All that reminds one of the 1990s. It was the time when in Berlin everything seemed possible for the capital thrown together out of two halves. When the construction equipment was moved onto Potsdamer Platz, Daniel Barenboim thrilled Berlin residents and tourists alike with the ballet of cranes and the first office buildings rose from Checkpoint Charlie. Then no one could have said exactly how things would go in the German capital city—and just because of that the huge wastelands served as surfaces to project hopes and fears.
Urbanity is the goal. A use mix is decisive so that an exchange among people is favoured and a quarter is made so exciting that one wants to visit it again and again.
More than 20 years later, Berlin has taken form and has become (almost) a normal major city. Even in the Europacity everything has long been no longer open and uncertain. However the decisive question has not yet been answered: will it be possible to create urbanity in this very central location? Or in the long-term will there be a collection of buildings where people live and work but in which there is no urban life?

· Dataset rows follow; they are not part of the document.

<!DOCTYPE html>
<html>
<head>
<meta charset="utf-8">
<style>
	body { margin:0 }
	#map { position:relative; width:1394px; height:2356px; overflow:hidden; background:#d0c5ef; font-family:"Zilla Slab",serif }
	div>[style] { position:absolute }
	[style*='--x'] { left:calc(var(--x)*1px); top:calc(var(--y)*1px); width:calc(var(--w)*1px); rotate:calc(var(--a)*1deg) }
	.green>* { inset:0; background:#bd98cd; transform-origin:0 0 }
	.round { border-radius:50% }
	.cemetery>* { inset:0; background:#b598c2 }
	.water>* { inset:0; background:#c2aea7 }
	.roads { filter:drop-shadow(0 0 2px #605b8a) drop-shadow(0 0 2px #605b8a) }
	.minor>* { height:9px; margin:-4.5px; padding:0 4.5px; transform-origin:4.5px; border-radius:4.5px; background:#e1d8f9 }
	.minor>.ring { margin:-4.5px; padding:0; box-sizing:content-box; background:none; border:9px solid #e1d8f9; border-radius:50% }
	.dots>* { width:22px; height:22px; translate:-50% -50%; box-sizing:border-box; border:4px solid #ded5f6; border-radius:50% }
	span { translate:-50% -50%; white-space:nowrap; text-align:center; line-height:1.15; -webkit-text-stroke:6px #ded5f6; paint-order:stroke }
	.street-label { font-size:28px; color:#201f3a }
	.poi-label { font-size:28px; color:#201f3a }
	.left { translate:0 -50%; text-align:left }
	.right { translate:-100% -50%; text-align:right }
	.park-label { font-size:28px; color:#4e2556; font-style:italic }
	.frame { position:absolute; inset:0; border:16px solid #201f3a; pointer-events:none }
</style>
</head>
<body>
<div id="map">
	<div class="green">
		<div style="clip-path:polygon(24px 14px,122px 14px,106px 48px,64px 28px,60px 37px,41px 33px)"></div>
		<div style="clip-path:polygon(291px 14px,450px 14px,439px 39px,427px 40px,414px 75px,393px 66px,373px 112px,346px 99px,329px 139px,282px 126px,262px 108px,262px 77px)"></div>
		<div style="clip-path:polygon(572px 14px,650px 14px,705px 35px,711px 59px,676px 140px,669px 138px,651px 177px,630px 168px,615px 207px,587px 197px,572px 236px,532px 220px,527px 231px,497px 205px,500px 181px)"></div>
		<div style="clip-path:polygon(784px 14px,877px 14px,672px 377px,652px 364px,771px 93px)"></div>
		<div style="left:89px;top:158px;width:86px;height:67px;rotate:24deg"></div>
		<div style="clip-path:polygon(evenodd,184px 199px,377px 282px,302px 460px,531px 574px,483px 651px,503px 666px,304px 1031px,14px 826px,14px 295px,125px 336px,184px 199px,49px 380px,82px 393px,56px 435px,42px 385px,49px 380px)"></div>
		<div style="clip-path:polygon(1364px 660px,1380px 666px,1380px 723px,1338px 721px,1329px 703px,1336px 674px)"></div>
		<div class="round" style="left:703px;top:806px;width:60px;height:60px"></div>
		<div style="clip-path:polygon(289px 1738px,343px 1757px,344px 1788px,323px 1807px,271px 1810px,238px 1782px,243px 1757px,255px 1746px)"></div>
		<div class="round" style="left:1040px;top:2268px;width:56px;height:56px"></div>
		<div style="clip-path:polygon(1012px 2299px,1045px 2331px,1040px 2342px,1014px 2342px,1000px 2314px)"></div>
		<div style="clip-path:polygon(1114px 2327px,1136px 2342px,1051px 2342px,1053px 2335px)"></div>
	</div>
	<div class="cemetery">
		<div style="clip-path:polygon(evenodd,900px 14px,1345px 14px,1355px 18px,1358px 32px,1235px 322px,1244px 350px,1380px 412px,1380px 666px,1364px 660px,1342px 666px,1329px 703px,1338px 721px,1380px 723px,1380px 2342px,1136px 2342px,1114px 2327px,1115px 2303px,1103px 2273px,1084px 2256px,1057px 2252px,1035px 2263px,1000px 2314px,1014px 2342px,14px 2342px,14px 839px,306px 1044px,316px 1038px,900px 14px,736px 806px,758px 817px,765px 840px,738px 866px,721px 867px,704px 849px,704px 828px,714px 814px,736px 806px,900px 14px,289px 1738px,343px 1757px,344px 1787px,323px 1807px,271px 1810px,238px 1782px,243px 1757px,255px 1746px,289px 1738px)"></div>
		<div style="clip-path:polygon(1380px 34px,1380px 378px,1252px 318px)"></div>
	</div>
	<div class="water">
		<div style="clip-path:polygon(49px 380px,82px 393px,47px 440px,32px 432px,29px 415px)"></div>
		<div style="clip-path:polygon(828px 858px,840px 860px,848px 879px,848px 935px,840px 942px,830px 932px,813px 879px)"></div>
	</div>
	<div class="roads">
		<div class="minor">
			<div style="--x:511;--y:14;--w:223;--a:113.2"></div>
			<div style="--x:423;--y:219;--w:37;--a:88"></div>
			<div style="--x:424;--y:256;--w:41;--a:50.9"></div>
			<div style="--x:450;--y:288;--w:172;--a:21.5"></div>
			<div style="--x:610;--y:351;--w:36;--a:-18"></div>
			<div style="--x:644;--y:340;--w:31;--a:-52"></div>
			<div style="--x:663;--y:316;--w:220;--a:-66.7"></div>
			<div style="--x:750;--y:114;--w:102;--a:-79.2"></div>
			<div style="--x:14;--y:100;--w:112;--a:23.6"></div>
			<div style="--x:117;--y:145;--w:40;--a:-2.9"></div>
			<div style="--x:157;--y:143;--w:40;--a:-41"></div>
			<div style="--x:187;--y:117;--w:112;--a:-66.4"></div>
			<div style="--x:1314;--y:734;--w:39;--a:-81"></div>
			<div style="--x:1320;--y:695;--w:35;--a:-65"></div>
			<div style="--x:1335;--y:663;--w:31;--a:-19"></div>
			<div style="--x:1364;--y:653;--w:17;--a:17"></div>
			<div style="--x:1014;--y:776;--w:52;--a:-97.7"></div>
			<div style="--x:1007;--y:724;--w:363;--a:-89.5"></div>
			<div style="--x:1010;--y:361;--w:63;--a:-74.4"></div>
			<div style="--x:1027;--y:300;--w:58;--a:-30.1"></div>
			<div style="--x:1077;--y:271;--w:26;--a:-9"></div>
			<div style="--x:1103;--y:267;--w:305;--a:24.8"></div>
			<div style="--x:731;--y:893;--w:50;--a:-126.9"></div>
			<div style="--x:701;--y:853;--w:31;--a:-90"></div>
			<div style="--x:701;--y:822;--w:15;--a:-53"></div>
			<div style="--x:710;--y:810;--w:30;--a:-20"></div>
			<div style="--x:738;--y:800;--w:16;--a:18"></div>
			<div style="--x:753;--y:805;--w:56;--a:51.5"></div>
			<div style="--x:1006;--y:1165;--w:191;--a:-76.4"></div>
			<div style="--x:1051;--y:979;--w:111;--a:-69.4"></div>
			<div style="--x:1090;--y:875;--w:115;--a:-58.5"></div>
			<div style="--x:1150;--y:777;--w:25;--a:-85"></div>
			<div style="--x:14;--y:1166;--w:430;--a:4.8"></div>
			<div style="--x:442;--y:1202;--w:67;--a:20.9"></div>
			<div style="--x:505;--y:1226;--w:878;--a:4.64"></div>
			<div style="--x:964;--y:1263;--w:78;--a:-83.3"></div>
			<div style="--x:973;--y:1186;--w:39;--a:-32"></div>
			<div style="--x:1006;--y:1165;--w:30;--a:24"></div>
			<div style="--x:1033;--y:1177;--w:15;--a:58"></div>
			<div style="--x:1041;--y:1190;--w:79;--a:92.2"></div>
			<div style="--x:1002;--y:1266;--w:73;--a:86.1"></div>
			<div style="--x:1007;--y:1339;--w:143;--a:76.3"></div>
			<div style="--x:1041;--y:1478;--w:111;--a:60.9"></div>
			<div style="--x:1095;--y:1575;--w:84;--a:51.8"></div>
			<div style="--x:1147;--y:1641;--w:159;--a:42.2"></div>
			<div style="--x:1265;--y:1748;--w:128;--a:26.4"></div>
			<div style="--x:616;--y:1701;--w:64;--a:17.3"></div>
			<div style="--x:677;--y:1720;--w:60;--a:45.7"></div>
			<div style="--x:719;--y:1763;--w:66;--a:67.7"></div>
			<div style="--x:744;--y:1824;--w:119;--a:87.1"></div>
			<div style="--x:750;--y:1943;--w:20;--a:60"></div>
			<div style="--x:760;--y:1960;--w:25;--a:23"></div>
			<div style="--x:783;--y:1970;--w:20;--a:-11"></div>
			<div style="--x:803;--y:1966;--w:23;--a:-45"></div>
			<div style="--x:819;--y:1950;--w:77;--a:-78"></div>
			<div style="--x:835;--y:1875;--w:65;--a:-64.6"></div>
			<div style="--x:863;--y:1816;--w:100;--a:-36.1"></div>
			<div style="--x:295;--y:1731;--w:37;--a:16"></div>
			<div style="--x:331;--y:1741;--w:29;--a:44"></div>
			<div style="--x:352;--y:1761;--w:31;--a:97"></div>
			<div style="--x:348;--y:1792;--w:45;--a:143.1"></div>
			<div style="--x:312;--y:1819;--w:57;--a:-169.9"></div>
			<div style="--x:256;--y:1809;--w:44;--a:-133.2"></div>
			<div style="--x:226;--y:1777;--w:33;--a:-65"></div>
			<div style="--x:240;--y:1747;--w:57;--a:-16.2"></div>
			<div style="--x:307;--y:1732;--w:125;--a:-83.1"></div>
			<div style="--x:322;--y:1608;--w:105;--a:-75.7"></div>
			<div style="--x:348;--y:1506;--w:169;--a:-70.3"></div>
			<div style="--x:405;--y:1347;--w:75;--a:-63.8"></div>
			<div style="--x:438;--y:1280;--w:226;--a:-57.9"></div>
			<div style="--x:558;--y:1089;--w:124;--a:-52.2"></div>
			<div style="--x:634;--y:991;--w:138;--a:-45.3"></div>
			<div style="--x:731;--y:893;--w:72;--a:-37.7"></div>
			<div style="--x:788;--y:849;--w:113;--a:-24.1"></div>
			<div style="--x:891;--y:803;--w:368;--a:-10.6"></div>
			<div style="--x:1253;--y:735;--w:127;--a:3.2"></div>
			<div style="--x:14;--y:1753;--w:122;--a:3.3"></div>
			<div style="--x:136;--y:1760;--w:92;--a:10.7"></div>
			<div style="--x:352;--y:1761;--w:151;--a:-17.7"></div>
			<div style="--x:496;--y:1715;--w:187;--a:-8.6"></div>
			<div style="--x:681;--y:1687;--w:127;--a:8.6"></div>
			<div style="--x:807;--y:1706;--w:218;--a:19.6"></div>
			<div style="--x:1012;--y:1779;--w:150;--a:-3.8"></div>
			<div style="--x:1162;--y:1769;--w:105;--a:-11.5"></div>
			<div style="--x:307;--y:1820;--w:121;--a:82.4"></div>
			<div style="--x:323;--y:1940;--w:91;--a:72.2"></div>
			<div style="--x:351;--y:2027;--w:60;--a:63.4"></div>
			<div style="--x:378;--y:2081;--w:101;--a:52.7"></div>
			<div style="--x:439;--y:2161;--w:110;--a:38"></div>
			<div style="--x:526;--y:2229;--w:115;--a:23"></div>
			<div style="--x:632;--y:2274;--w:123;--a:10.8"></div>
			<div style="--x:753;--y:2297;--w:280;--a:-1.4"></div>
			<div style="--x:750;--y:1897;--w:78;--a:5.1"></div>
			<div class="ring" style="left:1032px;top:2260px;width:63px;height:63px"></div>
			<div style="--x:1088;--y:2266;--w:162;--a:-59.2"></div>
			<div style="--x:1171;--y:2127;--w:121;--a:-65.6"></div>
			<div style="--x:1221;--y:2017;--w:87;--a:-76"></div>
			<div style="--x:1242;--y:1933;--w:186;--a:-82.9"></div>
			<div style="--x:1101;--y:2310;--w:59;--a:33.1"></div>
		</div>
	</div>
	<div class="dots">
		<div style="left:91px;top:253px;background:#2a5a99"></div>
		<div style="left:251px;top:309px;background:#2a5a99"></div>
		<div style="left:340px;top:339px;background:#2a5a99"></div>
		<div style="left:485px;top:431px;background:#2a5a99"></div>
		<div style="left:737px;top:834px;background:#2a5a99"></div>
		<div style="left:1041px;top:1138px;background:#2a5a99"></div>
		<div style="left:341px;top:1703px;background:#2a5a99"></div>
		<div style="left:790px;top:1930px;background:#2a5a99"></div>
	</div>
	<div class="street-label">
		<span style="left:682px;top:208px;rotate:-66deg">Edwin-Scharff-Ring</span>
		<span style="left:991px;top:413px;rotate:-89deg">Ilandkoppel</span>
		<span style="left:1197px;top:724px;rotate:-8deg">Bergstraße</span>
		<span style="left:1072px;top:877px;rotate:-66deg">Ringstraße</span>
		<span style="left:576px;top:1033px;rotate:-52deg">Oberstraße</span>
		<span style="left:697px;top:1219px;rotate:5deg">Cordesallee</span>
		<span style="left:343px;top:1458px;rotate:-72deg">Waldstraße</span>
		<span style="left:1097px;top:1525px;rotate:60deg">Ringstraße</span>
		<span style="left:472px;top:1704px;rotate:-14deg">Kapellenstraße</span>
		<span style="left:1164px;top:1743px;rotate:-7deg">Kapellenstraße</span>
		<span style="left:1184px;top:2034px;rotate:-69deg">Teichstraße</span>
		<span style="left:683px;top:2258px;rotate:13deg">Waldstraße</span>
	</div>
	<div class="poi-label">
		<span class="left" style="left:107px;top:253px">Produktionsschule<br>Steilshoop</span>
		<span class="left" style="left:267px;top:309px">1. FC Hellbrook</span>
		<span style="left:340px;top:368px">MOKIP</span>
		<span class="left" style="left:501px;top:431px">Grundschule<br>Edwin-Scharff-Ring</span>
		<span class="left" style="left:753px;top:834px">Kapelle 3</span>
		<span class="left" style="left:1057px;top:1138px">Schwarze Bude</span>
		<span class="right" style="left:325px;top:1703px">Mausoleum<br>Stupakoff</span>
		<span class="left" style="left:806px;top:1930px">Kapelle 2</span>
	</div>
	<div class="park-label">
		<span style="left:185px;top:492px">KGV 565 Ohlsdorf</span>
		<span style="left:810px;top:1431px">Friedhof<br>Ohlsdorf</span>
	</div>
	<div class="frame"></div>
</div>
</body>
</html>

It is this one question that other German cities also ask. And the answer to it is clear – at least theoretically: Today no more pure office quarters should be built such as those that grew in Frankfurt/ Main in the 1960s and 1970s, and no pure residential settlements with insufficient infrastructure, like all those built as low-income housing on the city peripheries.
Even institutional real estate investors such as pension funds and other funds, which a few years ago preferred to purchase pure retail or office properties, have discovered the charm of the mixed use quarter. Even federal policy has taken up this matter, creating this year a new area type in the Federal Construction Code, the urbane area, governed by laxer noise rules and thus easing residential, commercial and other uses in close proximity.
Urbanity is the goal. A use mix is decisive so that an exchange among people is favoured and a quarter is made so exciting that one wants to visit it again and again – regardless of whether one works or lives there. In this respect, the conditions are not bad for Europacity, with its varied uses. If one day thousands of people live around the Heidestrasse, retailers and café owners will recognise their opportunities. That would be something: a Europacity in which the Heidestraße is actually a boulevard with strolling pedestrians, with inviting small shops, parents sitting in cafés and their children playing in the city square.
Certainly the critical voices will not be silenced so quickly. But how do the critics actually know that urbane life and an inspirational mix will never be established in the Europacity? A city is—even with all the necessary care for urban planning and architecture, never completely subject to planning. Ultimately the city is made by people who appropriate the urban space and feel at home in it.
What’s there again, on the orange-coloured construction containers between Heidestraße and the canal? “Living happily”. A great goal worthy of hard work.